Tactics to Outsmart Overwhelm

I’ve grown wiser about overcoming overwhelm after a lifetime of practice. As such, here are the tactics that I’ve found work:

Tactic One: Know that this too shall pass.

It always does. It will this time too. Remind yourself of this over and over and over again. Breathe. Put your head down and work. Repeat as needed.

Tactic Two: Create order in one small part of your life.

When all of your life seems spinning out of control, create one oasis of orderliness. Clean your desk. Organize your to-do list. Do the dishes and clean the sink. I’m not sure exactly why this works, but I do know that 20 minutes spent organizing out the piles of work on my desk, even when I know I should by using that time to actually work on the piles, helps.

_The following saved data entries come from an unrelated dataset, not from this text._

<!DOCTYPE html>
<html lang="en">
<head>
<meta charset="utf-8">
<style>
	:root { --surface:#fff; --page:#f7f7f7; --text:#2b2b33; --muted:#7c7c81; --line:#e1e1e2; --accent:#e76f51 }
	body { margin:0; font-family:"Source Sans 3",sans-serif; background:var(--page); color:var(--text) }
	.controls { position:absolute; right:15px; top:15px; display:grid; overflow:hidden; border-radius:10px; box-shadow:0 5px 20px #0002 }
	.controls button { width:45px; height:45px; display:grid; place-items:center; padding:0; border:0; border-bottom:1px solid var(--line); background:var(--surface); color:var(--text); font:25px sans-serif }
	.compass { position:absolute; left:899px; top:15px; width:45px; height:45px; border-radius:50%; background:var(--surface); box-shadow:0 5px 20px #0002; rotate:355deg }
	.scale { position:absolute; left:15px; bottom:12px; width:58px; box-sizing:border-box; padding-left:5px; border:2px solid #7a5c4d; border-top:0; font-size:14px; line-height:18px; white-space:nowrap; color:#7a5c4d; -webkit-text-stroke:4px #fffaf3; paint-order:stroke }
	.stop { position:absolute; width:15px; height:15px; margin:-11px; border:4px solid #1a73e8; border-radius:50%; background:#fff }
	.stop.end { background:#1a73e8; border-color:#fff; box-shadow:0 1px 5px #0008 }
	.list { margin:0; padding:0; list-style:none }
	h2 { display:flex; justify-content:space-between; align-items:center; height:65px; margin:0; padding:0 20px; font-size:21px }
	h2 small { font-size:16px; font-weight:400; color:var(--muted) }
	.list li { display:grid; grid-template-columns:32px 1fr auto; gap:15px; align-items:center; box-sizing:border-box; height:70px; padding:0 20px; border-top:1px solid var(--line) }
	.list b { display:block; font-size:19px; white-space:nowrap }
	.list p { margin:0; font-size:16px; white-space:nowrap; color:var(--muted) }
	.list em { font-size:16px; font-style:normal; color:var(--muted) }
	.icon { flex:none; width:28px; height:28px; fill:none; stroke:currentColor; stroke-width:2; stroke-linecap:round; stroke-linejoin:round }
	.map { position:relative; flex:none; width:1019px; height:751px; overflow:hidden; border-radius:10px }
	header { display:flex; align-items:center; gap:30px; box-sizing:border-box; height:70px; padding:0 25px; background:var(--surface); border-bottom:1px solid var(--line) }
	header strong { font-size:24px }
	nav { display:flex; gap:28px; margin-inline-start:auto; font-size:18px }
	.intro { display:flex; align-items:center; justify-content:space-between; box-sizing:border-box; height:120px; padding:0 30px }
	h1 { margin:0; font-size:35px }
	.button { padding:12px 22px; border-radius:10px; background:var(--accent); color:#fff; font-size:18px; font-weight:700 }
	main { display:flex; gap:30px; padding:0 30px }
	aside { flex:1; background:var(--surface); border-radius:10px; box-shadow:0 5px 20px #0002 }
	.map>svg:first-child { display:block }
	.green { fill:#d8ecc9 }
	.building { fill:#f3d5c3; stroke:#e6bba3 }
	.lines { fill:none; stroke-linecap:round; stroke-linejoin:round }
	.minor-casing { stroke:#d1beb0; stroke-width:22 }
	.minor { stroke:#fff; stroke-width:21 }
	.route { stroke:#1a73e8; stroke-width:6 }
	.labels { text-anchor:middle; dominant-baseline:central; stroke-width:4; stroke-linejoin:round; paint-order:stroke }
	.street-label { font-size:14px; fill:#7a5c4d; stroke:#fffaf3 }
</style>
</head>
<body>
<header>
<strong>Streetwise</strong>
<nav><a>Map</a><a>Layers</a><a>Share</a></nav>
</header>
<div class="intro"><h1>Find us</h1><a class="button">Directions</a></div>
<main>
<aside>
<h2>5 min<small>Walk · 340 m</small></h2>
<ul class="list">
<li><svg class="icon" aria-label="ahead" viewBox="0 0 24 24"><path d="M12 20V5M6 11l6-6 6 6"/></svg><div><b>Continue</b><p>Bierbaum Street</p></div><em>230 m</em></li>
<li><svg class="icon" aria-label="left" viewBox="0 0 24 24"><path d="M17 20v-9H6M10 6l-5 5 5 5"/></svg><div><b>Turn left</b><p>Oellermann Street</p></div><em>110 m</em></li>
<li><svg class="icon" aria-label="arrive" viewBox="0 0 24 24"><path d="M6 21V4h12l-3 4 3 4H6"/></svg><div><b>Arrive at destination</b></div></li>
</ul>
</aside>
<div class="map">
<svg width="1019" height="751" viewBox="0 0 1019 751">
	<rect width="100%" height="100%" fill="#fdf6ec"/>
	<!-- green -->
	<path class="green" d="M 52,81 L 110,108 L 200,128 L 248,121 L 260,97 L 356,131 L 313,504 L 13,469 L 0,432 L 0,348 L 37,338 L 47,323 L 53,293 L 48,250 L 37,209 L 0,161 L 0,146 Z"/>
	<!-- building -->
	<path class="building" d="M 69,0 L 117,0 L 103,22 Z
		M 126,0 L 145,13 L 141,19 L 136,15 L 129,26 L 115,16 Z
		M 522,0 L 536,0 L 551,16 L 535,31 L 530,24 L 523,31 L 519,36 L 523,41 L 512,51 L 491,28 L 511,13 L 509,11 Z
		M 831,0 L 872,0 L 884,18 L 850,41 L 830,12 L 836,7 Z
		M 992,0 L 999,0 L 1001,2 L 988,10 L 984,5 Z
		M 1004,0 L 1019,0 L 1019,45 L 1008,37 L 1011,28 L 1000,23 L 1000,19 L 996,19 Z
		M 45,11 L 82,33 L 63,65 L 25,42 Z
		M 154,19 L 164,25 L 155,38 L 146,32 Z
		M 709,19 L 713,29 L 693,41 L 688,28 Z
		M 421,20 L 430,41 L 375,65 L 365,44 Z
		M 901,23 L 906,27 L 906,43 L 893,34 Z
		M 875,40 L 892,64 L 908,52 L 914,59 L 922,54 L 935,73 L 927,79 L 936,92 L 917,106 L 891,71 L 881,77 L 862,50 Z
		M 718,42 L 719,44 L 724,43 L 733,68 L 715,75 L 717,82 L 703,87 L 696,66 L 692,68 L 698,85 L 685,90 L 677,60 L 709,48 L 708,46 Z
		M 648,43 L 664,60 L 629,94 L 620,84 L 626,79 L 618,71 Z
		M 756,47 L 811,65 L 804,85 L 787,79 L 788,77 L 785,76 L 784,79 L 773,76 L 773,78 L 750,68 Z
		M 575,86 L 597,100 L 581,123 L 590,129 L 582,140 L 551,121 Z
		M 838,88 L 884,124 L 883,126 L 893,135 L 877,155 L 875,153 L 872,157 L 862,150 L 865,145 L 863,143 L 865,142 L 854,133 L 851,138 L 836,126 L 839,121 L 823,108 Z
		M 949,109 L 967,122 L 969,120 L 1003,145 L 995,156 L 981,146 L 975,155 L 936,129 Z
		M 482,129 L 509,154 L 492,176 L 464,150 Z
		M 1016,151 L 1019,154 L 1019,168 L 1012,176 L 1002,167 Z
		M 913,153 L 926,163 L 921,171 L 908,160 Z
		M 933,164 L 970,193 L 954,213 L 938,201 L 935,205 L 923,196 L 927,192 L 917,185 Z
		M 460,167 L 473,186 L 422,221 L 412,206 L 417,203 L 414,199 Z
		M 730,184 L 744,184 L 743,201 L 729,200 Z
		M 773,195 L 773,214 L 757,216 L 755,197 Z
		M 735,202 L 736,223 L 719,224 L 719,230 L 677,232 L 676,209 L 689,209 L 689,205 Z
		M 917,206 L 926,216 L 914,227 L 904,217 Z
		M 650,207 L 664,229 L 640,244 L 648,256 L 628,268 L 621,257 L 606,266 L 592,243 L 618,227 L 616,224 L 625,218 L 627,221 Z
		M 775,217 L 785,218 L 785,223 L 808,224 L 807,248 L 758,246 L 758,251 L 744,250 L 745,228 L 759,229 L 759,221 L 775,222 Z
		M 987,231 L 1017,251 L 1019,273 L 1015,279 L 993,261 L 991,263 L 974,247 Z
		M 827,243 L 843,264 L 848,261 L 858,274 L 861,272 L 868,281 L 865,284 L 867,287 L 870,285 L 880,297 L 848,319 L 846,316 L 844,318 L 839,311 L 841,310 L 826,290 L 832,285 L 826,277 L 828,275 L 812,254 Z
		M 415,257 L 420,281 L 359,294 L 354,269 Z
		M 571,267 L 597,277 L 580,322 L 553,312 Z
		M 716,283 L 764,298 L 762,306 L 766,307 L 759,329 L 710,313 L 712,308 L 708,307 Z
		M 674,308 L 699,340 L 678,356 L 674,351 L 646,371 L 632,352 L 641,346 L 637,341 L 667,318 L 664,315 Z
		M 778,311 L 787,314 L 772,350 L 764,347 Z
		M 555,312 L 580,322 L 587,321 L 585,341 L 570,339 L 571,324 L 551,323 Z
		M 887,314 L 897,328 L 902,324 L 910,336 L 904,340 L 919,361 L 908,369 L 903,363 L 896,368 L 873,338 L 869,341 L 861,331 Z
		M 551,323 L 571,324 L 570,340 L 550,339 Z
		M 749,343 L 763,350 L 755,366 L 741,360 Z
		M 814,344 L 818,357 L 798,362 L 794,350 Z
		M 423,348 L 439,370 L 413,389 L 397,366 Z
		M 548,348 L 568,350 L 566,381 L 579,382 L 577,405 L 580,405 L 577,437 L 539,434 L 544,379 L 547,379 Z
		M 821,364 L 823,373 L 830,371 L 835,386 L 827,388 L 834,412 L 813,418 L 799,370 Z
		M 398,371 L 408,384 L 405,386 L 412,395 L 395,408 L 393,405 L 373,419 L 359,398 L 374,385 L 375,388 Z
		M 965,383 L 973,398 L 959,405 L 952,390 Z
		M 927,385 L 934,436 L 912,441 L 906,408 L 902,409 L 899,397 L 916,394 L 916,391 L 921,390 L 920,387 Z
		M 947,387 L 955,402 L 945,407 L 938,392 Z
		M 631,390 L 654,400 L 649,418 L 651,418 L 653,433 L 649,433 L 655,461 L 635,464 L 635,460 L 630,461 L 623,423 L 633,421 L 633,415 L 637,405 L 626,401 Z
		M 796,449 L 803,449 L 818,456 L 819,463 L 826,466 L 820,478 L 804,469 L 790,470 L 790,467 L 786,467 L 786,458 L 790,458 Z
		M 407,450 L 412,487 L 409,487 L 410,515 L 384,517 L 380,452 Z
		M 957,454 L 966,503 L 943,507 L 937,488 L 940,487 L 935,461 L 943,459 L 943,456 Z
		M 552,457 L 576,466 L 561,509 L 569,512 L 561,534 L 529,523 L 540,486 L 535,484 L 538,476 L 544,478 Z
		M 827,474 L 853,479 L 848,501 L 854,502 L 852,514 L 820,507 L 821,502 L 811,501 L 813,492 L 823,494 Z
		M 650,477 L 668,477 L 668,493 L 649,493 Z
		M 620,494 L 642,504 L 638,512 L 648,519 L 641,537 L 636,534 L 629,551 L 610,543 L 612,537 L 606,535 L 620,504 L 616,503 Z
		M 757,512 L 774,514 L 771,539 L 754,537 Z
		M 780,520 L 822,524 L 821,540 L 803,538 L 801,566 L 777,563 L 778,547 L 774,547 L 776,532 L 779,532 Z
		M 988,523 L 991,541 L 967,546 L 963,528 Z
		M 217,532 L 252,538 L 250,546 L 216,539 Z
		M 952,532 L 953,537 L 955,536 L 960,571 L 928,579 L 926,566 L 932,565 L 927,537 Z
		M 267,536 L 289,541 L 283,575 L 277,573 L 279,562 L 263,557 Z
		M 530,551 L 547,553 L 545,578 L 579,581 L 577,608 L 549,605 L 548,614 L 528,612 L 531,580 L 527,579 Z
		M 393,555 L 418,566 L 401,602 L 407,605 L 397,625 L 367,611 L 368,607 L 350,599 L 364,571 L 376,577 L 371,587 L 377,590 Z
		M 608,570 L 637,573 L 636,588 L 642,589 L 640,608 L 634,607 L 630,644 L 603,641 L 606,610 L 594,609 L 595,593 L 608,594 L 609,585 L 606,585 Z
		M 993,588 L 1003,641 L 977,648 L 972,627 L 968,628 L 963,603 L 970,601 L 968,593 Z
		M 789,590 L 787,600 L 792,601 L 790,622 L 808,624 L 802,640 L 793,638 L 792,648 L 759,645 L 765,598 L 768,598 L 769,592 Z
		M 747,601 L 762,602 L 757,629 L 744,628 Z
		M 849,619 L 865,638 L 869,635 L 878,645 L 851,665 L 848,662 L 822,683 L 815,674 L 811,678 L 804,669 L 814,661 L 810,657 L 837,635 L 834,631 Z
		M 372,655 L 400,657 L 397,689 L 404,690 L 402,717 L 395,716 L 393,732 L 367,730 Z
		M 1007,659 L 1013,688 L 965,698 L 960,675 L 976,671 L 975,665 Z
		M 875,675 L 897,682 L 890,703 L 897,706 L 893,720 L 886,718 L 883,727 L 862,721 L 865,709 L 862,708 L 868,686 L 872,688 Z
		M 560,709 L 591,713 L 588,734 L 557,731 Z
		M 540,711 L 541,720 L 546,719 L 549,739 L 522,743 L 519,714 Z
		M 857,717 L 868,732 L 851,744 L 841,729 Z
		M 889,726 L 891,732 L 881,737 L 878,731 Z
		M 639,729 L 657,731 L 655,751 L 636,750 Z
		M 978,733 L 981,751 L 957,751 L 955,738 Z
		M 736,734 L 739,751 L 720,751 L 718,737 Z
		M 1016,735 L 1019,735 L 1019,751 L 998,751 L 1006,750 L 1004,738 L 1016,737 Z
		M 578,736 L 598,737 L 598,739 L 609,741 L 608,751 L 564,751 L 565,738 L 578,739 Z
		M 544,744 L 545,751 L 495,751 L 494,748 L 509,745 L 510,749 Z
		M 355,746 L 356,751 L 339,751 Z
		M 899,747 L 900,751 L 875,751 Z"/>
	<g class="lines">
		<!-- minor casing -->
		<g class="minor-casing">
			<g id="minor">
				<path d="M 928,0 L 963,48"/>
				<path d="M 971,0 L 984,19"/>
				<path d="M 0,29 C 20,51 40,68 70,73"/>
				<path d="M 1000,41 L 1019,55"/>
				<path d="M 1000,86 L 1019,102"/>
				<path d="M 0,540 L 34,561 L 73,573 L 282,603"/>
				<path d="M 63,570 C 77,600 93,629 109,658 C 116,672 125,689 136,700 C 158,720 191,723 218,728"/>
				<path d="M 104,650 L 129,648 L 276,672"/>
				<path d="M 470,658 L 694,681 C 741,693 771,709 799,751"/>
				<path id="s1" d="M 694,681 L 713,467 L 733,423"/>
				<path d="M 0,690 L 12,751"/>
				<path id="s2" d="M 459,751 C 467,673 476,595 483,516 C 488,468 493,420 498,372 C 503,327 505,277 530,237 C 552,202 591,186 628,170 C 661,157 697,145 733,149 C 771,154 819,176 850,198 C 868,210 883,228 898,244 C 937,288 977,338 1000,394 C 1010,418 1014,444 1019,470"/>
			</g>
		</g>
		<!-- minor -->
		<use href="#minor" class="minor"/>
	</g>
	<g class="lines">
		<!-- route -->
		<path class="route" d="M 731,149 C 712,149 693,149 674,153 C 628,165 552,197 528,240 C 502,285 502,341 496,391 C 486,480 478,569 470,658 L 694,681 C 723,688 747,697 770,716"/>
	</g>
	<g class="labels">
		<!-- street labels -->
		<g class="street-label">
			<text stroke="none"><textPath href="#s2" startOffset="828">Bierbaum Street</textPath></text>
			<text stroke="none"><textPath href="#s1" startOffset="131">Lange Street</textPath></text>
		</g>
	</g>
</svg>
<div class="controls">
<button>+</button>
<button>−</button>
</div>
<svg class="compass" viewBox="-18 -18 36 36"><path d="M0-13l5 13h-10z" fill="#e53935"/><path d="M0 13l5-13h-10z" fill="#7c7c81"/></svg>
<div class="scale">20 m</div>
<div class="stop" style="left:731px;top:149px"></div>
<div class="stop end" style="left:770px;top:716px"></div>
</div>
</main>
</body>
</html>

Tactic Three: Prioritize short and long term.

When in serious overwhelm, know exactly what you need to do to get through the next hour, the next meeting, the next day. And get that done. Repeat over and over until you’re working on the things that need done two days out, and then three and then four. Note that this is a survival strategy and not a sustainable approach. If after a week, you are not lengthening your time horizon, more drastic action needs taken.

Tactic Four: Break long term goals and projects into action steps and schedule them.

At the beginning of any big thing, take time in the very beginning to block your calendar for the time you’ll need to get all the assorted and sundry tasks done. Put time on your calendar for the actual work, the inevitable meetings, the research needed. Add some extra time on your calendar because we all know that things take longer than expected. My rule on this tactic is that I can move the time blocks around on my calendar, from a Monday to a Tuesday (for example), but I can’t schedule over them or delete them.

Tactic Five: Get help.

Ask your boss to off load work that can be done by another. Use a virtual assistant service like Fiverr or Fancy Hands. Hire an intern. Hire someone to do outside of work tasks if this period of overwhelm is cutting into your personal time. No matter HOW you do it, do it!

Tactic Six: Solve the underlying problem.

Only you know that that is. It may mean a serious talk with your boss about workload, or it may be letting go of high maintenance clients or low margin work. It may be hiring an additional person. It may be saying no to requests that fall outside your top priorities.

Tactic Seven: Take care of yourself.

This is another counter-intuitive move. In overwhelm we tend to work longer and harder. Skip sleep, exercise and down time. As a short term strategy (think a day or two), this may be an option. As a long term strategy, it renders you less productive, less focused and even more frazzled. So sleep. Eat well. Exercise. Play. In fact I think I’ll take a nap now!

What tactics did I miss? What do you do to overcome overwhelm?